Frida's first English-language solo album was the Phil Collins-produced Something's Going On, released in 1982. Something's Going On reached number one on the album charts in Sweden, Norway and Belgium, the Top Ten in Australia and several European countries, and the Top 20 in Germany, Italy and Great Britain. The bonus tracks on Something's Going On are the single edit of the international hit 'I Know There's Something Going On' and Frida's solo version of 'Here We'll Stay', originally issued as a 1983 single (the album version of the song is a duet with Phil Collins). The solo version of 'Here We'll Stay' has never been released on CD before. Universal. 2005.

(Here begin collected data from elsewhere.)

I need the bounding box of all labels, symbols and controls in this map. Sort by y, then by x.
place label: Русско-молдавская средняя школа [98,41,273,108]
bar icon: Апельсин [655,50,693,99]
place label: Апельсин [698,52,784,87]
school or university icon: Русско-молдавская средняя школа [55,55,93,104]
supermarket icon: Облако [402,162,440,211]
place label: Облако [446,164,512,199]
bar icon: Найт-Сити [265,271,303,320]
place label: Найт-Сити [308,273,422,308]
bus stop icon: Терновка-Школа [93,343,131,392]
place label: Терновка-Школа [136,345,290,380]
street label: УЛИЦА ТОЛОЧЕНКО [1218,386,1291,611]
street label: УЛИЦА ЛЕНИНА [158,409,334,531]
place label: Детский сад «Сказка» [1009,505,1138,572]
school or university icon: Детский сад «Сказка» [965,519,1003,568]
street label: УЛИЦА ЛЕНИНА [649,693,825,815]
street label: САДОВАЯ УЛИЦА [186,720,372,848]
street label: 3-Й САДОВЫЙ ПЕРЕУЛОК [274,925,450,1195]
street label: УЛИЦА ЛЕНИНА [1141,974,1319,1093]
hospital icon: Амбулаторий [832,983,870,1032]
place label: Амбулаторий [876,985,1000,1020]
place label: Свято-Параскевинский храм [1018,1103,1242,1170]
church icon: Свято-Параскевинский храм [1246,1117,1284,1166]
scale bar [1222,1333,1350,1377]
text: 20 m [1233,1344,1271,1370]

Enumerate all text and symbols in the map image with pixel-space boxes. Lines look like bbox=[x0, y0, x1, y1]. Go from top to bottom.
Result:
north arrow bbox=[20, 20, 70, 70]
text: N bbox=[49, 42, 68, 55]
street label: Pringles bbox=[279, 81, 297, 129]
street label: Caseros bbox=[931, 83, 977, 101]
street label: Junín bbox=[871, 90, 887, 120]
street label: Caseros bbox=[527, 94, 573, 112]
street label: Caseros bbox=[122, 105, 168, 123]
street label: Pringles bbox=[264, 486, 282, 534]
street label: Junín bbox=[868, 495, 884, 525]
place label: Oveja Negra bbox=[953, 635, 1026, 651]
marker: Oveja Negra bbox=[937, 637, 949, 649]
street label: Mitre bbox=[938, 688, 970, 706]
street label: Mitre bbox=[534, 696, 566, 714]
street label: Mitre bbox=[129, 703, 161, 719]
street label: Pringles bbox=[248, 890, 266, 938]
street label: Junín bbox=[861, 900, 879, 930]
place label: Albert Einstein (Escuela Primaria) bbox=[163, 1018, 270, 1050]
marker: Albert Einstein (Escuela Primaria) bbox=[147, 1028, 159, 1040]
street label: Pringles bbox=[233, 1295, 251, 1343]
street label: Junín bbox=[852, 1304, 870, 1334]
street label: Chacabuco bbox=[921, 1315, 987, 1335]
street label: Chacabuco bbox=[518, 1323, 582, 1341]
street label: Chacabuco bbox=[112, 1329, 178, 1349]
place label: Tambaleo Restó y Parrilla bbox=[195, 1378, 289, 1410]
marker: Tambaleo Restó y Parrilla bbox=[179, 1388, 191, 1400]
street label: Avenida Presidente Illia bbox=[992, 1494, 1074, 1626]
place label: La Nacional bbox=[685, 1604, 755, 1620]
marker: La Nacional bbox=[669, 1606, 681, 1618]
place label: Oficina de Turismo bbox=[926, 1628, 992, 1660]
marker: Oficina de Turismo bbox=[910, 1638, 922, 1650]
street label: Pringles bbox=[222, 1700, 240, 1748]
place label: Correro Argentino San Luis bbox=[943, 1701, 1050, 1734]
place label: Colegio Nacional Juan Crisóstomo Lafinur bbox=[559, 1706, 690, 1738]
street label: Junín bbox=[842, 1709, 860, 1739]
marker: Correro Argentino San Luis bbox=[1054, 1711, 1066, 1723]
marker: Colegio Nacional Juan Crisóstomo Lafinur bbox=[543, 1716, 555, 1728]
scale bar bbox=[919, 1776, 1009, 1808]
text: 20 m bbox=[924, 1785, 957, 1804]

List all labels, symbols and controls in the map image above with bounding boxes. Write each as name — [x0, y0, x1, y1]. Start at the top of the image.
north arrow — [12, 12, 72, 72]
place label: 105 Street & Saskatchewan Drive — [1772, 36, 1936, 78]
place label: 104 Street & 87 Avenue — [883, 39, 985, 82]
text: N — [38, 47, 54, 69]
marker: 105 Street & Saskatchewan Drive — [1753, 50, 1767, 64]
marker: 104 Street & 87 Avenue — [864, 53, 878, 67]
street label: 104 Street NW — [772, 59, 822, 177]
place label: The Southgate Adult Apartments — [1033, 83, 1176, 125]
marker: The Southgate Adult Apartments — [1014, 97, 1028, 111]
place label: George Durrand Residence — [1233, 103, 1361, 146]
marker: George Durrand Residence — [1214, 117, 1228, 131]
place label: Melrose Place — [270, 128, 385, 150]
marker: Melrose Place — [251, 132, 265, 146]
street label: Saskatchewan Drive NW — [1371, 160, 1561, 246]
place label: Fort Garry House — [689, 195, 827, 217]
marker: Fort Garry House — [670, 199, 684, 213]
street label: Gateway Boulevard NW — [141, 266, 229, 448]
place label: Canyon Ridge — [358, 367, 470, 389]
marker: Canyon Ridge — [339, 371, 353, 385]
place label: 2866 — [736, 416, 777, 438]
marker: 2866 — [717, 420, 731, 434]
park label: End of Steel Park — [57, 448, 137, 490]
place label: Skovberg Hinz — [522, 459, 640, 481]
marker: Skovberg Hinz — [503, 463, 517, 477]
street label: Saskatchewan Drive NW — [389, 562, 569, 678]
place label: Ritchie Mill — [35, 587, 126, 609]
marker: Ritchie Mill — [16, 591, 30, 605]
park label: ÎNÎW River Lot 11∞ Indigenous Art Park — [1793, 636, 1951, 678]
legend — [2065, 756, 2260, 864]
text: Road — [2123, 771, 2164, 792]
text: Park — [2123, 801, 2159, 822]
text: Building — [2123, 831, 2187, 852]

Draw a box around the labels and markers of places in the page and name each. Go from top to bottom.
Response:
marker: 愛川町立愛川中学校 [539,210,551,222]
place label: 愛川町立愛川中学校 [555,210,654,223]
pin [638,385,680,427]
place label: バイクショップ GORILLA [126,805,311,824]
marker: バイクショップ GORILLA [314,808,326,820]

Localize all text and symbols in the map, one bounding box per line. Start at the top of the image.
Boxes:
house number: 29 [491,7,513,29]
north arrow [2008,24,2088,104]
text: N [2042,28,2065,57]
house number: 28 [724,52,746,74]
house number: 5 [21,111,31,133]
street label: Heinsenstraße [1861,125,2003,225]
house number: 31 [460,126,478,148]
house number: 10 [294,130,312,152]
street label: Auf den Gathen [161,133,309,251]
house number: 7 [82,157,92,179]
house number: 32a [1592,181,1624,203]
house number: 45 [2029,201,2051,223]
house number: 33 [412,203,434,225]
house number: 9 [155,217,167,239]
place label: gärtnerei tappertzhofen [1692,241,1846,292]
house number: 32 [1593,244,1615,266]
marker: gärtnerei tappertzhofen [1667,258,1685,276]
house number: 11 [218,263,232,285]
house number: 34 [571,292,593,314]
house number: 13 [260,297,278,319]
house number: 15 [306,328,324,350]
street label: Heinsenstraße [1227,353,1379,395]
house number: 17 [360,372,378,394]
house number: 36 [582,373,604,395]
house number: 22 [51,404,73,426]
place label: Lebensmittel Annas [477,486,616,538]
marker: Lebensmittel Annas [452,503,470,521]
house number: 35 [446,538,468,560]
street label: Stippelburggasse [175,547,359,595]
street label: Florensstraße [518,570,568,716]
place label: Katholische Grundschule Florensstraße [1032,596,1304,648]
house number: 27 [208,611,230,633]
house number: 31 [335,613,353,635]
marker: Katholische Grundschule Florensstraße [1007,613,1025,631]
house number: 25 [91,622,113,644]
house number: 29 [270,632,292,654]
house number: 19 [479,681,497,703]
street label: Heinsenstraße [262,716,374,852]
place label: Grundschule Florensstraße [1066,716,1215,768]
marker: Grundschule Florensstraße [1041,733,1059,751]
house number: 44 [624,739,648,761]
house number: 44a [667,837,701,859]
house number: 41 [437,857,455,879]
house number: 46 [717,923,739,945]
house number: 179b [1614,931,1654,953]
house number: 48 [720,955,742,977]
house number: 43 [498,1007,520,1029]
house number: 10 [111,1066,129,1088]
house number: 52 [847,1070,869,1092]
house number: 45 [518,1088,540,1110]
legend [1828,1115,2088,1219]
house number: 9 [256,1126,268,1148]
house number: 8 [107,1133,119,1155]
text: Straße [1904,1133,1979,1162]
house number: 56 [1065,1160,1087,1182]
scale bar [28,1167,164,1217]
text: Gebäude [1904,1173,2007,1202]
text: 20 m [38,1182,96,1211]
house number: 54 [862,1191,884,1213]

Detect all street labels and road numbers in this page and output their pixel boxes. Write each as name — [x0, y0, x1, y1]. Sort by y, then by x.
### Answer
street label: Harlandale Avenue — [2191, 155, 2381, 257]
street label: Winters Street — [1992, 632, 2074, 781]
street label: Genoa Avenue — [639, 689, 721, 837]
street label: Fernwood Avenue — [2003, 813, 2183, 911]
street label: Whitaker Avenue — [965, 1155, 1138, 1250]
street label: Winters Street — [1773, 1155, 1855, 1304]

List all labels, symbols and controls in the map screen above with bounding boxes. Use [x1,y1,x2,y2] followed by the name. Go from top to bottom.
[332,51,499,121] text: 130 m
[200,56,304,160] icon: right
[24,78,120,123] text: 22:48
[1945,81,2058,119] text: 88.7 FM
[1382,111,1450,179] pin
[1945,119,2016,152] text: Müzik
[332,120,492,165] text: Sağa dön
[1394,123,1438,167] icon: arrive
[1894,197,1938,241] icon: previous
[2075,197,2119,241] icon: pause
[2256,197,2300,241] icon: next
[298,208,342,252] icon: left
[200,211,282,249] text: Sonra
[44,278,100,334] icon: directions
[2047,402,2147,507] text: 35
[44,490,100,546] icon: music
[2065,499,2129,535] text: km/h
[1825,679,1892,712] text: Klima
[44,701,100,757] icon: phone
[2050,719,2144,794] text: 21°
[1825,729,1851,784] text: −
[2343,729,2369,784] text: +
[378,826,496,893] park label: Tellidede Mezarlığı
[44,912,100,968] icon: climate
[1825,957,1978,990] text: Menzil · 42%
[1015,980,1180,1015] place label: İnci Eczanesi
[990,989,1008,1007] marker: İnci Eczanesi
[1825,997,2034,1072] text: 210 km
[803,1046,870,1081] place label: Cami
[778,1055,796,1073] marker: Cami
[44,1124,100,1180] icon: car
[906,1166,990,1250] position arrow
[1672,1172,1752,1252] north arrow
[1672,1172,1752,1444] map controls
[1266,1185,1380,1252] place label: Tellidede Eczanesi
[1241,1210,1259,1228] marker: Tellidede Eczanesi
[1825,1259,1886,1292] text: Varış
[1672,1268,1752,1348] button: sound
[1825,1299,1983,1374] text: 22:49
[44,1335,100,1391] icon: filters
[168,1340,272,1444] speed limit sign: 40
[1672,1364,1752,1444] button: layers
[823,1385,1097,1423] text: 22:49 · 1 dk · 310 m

Frida mostly sang backup harmonies behind Agnetha in Abba: she was the group's dark side. Her clear, clean voice was fine in itself, though limited--and shorn of the songwriting team of Björn and Benny, its limits are most apparent. Something's Going On is a dreadful signifier of its time: all early-'80s, bad new-wave production and quirky drum fills, courtesy of producer Phil Collins. Other than the Russ Ballard-penned title track (which at least has a decent tune) and Rod Argent's reflective, rather sweet "Baby Don't You Cry No More," there's little of merit on Anni-Frid's first post-Abba solo album. To hear her so badly supported just makes one yearn for Abba's glory moments all the more. --Everett True --This text refers to an out of print or unavailable edition of this title.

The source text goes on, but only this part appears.